▸ **Records shown**
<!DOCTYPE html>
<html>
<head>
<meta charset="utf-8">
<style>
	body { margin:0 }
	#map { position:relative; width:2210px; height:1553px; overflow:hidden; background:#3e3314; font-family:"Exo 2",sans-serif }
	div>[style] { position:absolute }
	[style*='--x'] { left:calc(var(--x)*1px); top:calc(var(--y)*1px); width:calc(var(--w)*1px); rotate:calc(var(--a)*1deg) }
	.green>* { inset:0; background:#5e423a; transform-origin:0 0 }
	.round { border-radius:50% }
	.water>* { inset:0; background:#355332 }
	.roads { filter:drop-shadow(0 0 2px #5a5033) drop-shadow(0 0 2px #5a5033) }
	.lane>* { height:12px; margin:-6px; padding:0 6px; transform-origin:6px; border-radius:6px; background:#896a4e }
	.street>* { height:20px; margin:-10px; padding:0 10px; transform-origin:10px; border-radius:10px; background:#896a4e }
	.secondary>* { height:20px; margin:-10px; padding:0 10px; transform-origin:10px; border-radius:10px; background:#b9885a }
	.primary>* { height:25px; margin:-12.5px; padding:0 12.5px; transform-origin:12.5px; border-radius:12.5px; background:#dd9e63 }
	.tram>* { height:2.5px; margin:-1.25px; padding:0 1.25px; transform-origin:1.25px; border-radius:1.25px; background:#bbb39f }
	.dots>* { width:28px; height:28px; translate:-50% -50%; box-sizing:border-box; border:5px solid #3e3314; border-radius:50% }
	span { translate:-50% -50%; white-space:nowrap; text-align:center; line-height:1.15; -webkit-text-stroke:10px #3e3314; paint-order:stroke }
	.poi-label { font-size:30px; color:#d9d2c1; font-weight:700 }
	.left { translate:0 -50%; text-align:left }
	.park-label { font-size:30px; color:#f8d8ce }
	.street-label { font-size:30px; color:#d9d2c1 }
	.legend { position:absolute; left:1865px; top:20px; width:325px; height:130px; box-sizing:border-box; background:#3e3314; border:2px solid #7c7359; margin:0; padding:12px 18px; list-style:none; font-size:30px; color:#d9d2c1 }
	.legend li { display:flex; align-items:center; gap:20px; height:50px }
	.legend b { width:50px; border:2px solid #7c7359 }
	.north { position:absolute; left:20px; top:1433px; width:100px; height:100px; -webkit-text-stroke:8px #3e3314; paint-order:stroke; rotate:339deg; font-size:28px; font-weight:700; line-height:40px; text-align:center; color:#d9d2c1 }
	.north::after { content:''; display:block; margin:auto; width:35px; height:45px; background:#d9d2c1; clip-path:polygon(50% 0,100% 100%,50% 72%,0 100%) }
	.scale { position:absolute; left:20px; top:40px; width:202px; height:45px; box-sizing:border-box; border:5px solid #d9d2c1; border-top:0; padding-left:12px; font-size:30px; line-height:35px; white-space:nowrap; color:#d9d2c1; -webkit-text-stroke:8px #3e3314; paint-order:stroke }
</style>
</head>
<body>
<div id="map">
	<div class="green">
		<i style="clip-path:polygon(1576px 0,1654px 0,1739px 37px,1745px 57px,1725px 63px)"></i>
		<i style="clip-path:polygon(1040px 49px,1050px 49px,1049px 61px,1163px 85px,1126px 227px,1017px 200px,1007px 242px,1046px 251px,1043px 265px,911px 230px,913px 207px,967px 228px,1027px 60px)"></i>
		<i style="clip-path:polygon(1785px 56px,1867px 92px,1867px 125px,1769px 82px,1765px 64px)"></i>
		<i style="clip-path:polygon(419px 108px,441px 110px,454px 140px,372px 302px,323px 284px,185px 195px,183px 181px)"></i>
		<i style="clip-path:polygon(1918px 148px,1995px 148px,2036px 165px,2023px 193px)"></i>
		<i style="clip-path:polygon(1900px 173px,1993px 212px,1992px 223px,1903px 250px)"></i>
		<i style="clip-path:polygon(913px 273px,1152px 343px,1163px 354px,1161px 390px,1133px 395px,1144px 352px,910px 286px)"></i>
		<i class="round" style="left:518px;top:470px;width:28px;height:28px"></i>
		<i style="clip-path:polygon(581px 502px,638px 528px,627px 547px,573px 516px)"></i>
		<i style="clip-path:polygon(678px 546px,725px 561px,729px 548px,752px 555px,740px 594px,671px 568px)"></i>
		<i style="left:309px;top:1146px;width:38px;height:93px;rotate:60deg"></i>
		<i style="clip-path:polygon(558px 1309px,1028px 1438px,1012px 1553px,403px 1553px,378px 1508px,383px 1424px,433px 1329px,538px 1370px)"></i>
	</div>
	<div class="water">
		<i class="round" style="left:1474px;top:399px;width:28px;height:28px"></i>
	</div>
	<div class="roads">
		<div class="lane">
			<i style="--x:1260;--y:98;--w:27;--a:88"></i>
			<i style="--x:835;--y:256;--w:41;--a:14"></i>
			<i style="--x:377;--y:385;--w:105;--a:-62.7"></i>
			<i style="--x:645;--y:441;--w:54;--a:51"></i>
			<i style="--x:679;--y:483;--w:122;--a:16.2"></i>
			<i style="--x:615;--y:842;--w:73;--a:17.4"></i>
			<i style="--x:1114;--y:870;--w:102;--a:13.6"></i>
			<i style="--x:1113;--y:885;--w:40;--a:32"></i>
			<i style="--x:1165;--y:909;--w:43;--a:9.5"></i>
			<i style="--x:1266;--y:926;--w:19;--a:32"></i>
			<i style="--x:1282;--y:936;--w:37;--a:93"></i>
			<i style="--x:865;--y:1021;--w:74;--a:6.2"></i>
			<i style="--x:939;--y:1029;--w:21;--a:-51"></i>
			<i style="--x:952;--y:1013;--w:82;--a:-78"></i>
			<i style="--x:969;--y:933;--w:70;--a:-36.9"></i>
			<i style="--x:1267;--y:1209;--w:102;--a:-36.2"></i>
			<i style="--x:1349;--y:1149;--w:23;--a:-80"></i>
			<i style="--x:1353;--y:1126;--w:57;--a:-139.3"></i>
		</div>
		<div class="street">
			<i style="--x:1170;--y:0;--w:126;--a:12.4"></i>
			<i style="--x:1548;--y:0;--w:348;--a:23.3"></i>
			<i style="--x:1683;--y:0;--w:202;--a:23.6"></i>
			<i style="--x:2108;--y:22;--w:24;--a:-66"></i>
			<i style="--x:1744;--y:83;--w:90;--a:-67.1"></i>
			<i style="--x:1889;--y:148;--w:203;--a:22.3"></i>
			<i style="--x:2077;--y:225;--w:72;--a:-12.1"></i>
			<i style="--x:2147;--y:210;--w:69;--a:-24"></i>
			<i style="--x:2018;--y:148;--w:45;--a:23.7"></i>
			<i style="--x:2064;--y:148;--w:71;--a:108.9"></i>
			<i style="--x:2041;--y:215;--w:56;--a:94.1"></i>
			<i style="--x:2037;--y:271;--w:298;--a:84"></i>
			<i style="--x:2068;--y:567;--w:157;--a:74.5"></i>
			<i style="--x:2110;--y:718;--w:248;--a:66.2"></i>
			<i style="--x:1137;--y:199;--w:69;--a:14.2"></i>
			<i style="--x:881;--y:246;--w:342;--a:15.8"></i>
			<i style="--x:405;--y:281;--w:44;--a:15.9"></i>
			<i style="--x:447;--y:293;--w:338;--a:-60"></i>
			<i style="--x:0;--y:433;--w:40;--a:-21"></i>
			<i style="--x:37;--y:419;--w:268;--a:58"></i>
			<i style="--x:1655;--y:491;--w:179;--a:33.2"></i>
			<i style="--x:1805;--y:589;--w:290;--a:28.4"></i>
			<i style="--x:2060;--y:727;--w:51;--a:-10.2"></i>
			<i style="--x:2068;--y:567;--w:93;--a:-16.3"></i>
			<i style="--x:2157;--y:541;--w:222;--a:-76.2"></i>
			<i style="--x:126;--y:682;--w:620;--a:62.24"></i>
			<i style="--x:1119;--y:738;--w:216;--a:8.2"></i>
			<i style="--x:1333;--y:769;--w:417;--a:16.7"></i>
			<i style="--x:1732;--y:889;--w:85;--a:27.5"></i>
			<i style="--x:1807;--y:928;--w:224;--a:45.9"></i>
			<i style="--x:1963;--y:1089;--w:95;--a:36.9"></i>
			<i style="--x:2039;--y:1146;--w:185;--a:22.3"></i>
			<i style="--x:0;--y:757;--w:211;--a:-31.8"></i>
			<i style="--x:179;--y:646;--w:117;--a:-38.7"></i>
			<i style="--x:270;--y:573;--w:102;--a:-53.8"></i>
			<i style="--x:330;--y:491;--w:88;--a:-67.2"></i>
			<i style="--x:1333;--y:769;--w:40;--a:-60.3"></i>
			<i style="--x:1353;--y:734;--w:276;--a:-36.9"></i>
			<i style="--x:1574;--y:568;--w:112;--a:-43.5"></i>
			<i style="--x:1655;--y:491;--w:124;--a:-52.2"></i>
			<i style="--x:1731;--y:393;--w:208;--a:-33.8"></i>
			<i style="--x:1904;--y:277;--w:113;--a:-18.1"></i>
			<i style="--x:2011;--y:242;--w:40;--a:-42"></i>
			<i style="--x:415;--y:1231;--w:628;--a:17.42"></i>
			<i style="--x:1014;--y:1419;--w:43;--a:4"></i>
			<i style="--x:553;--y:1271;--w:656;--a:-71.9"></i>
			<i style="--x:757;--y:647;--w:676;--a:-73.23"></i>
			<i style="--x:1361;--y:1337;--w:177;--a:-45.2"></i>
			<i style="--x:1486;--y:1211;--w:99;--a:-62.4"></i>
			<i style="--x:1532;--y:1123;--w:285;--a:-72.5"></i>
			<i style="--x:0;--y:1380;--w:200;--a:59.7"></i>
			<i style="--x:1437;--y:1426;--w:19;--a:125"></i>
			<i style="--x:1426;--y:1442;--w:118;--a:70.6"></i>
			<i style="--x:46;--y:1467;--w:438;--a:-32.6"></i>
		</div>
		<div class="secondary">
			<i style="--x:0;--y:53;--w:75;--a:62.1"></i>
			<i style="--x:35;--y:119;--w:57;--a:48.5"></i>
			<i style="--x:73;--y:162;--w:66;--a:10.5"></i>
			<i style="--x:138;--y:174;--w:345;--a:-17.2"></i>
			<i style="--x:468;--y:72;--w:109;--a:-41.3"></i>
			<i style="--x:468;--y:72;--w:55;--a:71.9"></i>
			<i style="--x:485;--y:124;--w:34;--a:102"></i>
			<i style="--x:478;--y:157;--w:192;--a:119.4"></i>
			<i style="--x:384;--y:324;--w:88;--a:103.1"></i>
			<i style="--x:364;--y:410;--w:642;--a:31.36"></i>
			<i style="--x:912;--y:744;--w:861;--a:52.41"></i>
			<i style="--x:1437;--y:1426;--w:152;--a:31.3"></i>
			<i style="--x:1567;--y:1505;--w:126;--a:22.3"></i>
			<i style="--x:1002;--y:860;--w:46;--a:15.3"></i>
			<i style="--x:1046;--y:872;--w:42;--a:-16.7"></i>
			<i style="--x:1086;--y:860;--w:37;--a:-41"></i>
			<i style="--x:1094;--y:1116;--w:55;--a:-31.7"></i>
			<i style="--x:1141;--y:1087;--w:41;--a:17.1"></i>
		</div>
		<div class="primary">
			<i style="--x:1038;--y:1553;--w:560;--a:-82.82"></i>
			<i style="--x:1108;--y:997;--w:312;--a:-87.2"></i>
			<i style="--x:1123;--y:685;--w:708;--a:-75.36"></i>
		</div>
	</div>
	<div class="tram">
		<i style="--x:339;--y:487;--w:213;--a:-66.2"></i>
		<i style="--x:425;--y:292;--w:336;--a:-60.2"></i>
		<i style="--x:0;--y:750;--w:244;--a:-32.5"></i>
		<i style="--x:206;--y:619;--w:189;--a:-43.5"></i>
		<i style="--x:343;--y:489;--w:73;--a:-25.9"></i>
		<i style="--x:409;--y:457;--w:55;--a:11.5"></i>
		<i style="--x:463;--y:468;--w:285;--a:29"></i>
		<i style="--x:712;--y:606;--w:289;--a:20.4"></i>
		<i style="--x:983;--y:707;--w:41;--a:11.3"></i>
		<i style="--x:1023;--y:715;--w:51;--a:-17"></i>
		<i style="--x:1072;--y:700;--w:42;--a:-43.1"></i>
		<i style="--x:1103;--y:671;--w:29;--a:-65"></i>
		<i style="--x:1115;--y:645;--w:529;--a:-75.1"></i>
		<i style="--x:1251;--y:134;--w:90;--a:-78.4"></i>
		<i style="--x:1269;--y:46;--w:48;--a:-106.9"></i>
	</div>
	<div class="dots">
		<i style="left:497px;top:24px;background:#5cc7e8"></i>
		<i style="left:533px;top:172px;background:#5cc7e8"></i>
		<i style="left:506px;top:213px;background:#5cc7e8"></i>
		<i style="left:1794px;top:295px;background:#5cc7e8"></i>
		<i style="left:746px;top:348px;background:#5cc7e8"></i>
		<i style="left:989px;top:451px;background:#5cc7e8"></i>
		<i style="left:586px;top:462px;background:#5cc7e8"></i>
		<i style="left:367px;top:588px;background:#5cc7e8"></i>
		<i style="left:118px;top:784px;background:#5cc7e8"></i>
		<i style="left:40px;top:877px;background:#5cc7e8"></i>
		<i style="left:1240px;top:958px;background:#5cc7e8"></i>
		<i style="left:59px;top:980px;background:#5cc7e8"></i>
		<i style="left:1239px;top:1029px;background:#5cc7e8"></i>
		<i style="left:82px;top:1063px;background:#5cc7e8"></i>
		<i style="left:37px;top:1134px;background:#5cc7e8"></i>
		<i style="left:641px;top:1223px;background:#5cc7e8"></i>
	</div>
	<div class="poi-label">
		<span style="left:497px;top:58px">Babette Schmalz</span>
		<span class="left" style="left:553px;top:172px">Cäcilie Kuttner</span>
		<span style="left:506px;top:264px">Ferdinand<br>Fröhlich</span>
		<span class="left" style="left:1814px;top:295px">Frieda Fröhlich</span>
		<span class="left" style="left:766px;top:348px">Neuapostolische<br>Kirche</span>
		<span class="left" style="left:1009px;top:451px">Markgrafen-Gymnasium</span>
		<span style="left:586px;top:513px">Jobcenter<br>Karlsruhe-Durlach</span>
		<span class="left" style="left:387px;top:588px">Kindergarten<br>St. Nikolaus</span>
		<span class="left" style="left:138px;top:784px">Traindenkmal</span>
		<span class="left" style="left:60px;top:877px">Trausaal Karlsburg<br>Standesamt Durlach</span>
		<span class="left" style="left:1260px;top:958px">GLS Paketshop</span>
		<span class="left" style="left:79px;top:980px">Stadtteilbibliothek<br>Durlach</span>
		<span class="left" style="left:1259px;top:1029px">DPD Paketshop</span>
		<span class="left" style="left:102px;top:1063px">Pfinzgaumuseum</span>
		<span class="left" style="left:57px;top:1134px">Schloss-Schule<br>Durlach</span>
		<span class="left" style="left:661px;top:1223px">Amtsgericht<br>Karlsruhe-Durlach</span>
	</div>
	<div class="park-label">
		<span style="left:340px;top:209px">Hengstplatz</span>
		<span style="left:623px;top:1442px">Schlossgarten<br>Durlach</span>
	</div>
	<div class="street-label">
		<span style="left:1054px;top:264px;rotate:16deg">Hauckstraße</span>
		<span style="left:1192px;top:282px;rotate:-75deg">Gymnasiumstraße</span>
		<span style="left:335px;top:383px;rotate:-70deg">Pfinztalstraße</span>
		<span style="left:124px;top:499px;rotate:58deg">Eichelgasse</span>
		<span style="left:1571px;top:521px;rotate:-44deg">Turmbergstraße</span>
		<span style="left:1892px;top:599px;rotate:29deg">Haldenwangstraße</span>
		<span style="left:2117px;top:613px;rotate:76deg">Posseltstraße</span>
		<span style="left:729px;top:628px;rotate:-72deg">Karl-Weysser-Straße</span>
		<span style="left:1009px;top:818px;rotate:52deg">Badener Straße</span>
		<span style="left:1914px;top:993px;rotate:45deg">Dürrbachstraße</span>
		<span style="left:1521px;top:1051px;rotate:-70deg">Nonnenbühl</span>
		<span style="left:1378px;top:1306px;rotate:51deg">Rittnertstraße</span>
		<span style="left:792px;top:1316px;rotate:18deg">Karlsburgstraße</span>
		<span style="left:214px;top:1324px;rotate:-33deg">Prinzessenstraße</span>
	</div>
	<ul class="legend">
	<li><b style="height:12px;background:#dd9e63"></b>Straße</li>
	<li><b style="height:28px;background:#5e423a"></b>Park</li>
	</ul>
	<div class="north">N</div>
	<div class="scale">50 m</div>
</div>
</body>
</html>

▸ **Task requirements**
Would you please show every line of the material above that includes the string "lane"?

▸ **Reply to the task**
	.lane>* { height:12px; margin:-6px; padding:0 6px; transform-origin:6px; border-radius:6px; background:#896a4e }
		<div class="lane">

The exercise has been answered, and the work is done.